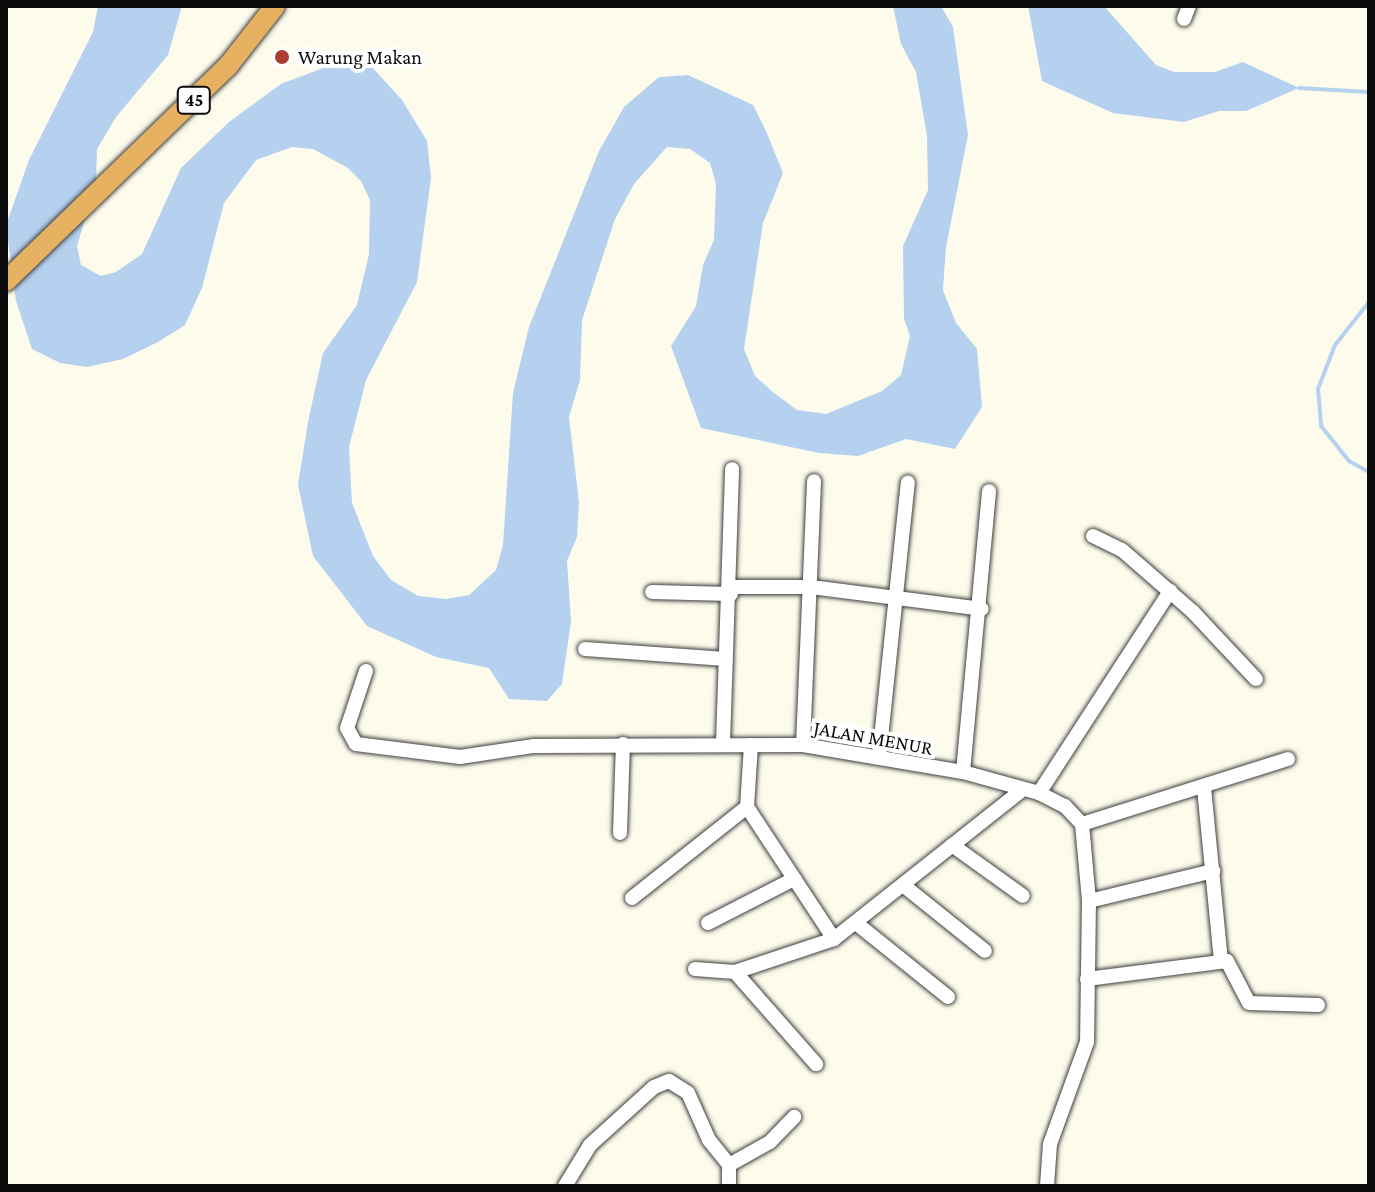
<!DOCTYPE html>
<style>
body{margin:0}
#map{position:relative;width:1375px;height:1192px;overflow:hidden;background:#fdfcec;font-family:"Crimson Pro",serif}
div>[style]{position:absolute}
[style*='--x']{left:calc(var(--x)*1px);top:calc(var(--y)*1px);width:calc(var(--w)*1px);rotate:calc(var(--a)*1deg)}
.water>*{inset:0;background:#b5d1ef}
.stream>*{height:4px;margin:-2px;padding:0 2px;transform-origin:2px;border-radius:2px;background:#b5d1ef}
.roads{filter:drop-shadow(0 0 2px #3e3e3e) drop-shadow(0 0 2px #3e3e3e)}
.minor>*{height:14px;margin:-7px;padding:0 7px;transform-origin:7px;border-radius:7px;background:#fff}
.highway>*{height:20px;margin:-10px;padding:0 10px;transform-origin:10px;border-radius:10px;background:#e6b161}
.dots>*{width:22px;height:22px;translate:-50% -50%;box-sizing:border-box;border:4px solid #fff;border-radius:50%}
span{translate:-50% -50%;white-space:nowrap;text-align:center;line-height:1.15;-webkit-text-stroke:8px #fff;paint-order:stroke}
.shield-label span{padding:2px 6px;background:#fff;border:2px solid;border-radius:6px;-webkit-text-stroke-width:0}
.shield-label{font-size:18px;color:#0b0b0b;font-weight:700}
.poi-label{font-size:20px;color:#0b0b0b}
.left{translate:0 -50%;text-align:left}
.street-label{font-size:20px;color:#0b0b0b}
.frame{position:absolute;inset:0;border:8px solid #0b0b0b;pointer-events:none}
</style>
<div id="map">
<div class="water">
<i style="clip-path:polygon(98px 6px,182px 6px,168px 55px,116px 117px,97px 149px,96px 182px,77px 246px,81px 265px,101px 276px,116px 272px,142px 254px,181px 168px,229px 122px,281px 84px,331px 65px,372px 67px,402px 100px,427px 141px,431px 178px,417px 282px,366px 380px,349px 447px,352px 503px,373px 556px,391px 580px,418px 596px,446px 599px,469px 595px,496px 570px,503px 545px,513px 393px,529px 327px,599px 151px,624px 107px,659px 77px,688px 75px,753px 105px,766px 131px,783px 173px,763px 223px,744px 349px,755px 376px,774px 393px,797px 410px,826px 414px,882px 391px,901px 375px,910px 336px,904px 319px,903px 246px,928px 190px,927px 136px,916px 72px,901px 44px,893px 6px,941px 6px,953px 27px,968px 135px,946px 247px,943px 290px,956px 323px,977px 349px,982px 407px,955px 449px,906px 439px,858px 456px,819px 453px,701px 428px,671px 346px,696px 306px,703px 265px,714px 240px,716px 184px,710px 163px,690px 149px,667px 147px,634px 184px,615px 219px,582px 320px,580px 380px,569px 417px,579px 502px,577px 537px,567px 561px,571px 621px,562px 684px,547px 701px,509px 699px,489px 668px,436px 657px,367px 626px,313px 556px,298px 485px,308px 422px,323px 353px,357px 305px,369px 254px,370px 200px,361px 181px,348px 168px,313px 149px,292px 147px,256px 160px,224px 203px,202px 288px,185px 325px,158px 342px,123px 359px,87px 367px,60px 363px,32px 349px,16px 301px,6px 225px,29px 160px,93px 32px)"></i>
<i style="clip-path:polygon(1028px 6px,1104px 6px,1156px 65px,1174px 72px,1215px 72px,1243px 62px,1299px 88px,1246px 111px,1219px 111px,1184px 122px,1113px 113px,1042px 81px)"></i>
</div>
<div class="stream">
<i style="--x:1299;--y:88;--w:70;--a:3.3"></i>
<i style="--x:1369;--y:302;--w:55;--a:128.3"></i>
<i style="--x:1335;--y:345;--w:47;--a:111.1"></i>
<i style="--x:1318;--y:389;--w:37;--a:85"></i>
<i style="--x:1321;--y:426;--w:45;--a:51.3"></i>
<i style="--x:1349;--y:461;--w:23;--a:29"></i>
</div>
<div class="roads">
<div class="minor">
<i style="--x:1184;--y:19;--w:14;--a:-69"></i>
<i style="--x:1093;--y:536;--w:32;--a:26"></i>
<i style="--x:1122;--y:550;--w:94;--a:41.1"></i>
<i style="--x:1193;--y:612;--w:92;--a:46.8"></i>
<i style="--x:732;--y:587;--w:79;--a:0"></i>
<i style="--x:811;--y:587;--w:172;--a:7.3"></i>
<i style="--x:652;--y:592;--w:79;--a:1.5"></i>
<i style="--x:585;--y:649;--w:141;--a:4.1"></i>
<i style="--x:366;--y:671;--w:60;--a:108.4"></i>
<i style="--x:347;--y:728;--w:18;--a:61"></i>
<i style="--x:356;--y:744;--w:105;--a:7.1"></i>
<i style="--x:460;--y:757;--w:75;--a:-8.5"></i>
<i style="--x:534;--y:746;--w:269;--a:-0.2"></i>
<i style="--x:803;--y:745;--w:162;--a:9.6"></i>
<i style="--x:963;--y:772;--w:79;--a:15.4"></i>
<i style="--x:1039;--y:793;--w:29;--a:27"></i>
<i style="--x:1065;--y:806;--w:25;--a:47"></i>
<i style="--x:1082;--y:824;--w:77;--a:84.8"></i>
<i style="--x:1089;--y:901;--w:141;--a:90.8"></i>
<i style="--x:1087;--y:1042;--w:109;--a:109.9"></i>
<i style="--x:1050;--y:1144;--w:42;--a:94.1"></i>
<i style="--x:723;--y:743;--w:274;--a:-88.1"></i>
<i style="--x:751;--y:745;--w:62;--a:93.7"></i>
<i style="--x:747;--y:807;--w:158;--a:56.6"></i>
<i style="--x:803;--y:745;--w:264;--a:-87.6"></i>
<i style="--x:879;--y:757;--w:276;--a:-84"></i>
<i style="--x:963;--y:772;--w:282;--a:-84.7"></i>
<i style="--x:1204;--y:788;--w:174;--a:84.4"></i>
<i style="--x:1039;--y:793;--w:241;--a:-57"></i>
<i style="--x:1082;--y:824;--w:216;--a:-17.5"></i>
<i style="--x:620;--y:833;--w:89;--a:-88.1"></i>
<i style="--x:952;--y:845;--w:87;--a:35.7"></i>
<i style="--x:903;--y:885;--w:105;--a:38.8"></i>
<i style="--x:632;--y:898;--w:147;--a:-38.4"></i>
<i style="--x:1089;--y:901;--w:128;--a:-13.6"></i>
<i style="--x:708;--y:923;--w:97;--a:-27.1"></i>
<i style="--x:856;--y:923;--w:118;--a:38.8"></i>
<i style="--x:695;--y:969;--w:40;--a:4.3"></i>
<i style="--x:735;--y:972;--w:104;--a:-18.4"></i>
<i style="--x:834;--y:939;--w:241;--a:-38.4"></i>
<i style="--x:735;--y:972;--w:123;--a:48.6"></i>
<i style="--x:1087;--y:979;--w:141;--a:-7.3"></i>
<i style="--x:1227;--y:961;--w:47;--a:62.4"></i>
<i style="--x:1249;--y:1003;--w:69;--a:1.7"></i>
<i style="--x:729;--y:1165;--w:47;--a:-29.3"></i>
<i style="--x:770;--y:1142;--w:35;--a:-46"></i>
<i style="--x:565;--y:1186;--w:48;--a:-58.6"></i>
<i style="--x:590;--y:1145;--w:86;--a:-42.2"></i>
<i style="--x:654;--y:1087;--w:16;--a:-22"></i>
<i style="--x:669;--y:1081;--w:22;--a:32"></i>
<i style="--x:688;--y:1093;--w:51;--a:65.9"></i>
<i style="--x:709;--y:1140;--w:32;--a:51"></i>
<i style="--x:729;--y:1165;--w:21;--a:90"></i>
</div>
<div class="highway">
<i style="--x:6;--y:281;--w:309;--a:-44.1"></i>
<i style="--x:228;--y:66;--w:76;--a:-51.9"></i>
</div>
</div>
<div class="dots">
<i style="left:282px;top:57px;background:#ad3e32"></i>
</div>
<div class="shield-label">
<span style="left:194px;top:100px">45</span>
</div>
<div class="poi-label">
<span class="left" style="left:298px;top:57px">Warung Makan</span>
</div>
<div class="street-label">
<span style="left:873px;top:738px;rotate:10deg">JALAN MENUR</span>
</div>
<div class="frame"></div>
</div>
---
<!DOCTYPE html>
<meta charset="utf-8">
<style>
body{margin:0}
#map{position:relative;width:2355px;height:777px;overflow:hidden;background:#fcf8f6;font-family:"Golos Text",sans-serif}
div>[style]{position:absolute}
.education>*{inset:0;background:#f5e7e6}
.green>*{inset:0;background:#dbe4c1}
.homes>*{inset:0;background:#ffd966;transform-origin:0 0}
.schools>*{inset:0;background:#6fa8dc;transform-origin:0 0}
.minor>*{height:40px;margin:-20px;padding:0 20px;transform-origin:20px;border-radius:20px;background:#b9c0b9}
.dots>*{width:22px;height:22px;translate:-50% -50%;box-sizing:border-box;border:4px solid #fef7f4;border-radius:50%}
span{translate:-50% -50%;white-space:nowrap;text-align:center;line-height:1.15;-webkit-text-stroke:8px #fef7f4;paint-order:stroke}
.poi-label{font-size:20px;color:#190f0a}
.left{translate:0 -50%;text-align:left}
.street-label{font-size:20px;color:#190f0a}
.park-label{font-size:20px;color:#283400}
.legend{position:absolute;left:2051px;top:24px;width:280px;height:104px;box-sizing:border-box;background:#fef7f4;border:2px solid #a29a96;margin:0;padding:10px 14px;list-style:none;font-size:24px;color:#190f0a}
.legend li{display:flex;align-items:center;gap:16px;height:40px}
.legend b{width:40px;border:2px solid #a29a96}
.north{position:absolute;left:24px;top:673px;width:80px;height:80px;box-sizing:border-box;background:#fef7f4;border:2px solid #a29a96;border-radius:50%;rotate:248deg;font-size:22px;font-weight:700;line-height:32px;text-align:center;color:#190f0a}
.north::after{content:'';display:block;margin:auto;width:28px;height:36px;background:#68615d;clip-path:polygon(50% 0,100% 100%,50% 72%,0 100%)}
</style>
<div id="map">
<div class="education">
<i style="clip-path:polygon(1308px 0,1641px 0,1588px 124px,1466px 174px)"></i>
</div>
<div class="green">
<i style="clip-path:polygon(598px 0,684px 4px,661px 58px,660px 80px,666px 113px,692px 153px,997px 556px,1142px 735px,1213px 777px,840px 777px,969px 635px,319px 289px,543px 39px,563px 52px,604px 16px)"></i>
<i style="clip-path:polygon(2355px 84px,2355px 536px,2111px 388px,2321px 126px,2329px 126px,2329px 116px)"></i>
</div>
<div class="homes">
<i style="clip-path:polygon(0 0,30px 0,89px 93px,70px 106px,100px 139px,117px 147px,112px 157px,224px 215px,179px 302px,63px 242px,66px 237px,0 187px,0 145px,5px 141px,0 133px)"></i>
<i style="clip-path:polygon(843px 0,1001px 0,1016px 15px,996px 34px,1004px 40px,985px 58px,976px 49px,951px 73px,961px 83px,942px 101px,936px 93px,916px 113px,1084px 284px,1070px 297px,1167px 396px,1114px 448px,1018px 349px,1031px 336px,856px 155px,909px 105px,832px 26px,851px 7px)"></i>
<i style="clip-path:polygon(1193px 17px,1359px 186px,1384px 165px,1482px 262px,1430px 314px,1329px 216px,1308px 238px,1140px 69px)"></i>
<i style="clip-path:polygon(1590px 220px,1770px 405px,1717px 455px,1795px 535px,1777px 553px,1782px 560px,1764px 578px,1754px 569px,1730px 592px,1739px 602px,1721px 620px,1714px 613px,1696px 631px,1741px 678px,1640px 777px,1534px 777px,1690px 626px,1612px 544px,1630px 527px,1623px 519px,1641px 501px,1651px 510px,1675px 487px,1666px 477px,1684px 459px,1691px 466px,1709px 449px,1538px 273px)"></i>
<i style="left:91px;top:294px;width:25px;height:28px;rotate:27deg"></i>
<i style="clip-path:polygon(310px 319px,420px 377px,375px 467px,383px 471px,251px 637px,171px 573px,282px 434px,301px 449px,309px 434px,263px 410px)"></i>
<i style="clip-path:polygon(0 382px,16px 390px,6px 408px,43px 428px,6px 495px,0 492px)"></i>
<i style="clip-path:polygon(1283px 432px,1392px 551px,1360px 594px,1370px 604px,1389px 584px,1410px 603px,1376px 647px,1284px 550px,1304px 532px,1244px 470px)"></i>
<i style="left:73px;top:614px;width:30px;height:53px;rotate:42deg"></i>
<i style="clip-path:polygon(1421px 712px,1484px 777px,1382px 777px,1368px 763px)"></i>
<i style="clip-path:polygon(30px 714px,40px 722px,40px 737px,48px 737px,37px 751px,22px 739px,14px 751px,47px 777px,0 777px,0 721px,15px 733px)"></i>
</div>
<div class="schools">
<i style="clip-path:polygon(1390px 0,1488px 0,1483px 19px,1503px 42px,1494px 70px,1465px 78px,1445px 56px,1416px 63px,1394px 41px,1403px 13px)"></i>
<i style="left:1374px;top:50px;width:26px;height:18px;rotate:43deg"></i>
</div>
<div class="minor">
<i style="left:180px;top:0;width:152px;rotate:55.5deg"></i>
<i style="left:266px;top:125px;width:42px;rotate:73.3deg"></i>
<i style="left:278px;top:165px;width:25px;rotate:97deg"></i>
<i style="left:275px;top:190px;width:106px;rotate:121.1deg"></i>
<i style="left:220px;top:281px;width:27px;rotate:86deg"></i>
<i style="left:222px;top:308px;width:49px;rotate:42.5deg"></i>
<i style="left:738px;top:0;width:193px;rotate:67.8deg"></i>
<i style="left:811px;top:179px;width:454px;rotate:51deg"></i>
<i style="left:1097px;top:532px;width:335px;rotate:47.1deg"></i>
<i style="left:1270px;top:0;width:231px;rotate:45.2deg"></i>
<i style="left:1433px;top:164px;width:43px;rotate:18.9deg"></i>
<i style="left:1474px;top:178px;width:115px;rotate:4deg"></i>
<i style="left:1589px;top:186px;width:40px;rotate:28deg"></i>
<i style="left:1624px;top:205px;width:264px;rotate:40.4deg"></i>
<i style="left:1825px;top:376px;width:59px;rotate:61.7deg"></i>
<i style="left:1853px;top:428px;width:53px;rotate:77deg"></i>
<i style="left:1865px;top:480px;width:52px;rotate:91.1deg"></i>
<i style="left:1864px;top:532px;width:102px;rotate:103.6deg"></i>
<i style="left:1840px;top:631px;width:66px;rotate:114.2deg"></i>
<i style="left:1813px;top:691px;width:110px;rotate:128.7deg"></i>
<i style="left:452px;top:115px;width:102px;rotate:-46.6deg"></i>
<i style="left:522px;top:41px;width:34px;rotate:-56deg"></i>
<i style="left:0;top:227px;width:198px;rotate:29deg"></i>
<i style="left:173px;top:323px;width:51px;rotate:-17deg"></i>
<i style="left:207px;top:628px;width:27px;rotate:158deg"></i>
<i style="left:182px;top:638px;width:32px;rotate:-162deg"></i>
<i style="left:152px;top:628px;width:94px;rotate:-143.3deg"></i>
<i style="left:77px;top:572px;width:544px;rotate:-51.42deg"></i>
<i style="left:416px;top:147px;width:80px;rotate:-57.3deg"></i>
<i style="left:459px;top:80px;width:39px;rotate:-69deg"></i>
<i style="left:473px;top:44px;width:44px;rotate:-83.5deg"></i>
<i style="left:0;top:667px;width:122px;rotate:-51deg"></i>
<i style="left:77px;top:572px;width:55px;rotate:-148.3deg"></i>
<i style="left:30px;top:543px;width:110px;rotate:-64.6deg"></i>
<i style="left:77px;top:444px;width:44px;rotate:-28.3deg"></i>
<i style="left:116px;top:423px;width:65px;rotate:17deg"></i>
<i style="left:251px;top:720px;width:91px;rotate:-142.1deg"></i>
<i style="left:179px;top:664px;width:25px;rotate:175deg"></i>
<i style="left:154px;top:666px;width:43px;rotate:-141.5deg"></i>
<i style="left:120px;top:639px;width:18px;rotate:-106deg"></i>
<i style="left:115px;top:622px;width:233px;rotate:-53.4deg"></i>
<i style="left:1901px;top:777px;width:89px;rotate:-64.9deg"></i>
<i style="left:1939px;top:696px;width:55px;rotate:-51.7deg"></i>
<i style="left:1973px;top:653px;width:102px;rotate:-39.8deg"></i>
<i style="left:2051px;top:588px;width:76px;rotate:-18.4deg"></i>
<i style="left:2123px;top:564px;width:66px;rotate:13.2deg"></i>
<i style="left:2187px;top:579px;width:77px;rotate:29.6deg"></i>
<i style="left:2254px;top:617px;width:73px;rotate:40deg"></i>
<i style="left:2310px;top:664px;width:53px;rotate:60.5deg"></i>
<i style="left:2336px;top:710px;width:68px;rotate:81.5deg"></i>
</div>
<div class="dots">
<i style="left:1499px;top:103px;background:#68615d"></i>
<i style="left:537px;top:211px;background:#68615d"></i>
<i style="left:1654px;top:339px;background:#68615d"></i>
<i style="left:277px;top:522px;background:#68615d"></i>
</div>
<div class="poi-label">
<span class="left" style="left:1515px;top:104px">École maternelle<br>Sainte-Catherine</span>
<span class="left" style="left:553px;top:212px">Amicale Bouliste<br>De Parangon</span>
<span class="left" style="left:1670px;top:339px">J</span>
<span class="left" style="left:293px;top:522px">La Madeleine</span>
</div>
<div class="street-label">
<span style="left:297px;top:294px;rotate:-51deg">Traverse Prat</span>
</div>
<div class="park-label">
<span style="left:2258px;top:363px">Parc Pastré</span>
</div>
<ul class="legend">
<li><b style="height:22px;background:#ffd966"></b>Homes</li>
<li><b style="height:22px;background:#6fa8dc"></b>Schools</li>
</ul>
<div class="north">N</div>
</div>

What needs to be done >>
Every line above that includes the word "stream" should be listed.

Answer section >>
.stream>*{height:4px;margin:-2px;padding:0 2px;transform-origin:2px;border-radius:2px;background:#b5d1ef}
<div class="stream">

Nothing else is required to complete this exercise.